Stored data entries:
• • • •

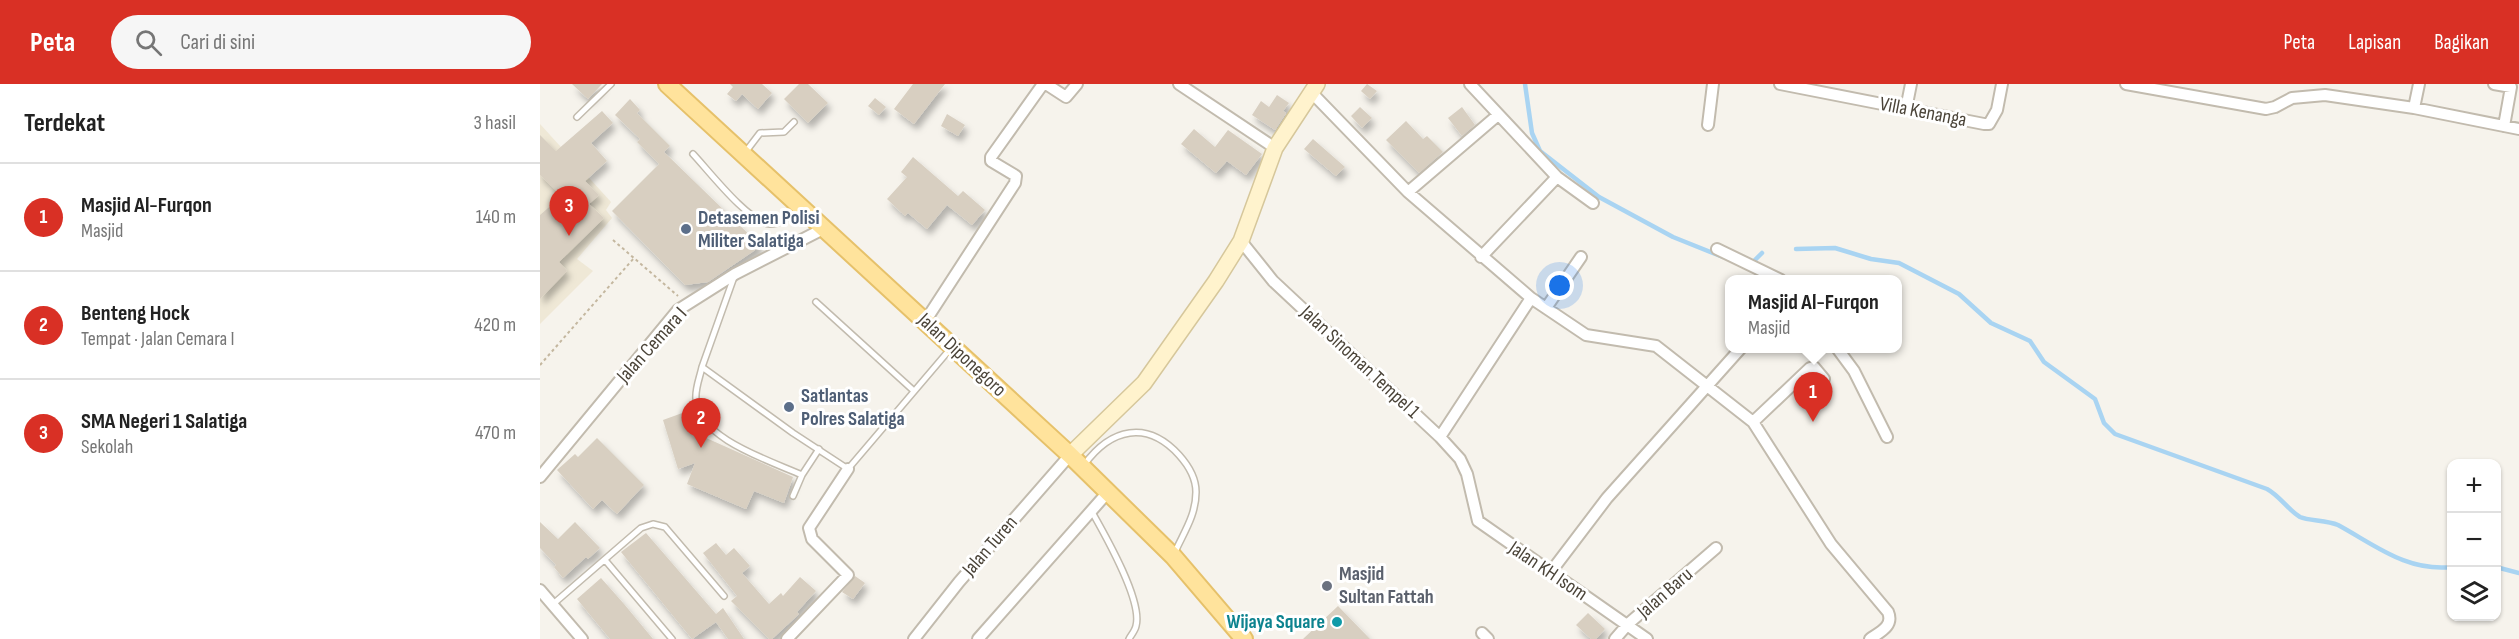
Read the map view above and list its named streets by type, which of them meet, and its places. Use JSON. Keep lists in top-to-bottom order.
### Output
{
  "streets": {
    "main road": ["Jalan Diponegoro"],
    "street": [
      "Villa Kenanga",
      "Jalan Cemara I",
      "Jalan Sinoman Tempel 1",
      "Jalan Turen",
      "Jalan KH Isom",
      "Jalan Baru"
    ]
  },
  "crossings": [
    ["Jalan Cemara I", "Jalan Diponegoro"],
    ["Jalan Diponegoro", "Jalan Turen"],
    ["Jalan Sinoman Tempel 1", "Jalan KH Isom"],
    ["Jalan KH Isom", "Jalan Baru"]
  ],
  "places": [
    "Detasemen Polisi Militer Salatiga",
    "Satlantas Polres Salatiga",
    "Masjid Sultan Fattah",
    "Wijaya Square"
  ],
  "page": {
    "header": "Peta",
    "search": "Cari di sini",
    "nav": ["Peta", "Lapisan", "Bagikan"],
    "heading": ["Terdekat", "3 hasil"],
    "list": [
      {
        "mark": "1",
        "name": "Masjid Al-Furqon",
        "note": "Masjid",
        "value": "140 m"
      },
      {
        "mark": "2",
        "name": "Benteng Hock",
        "note": "Tempat · Jalan Cemara I",
        "value": "420 m"
      },
      {
        "mark": "3",
        "name": "SMA Negeri 1 Salatiga",
        "note": "Sekolah",
        "value": "470 m"
      }
    ],
    "pins": ["3", "1", "2"],
    "popup": ["Masjid Al-Furqon", "Masjid"],
    "map_buttons": ["+", "−"]
  }
}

• • • •

Exercise: Determine how many lines of the data above hold the word "Sinoman". Output that number only.

Written response: 2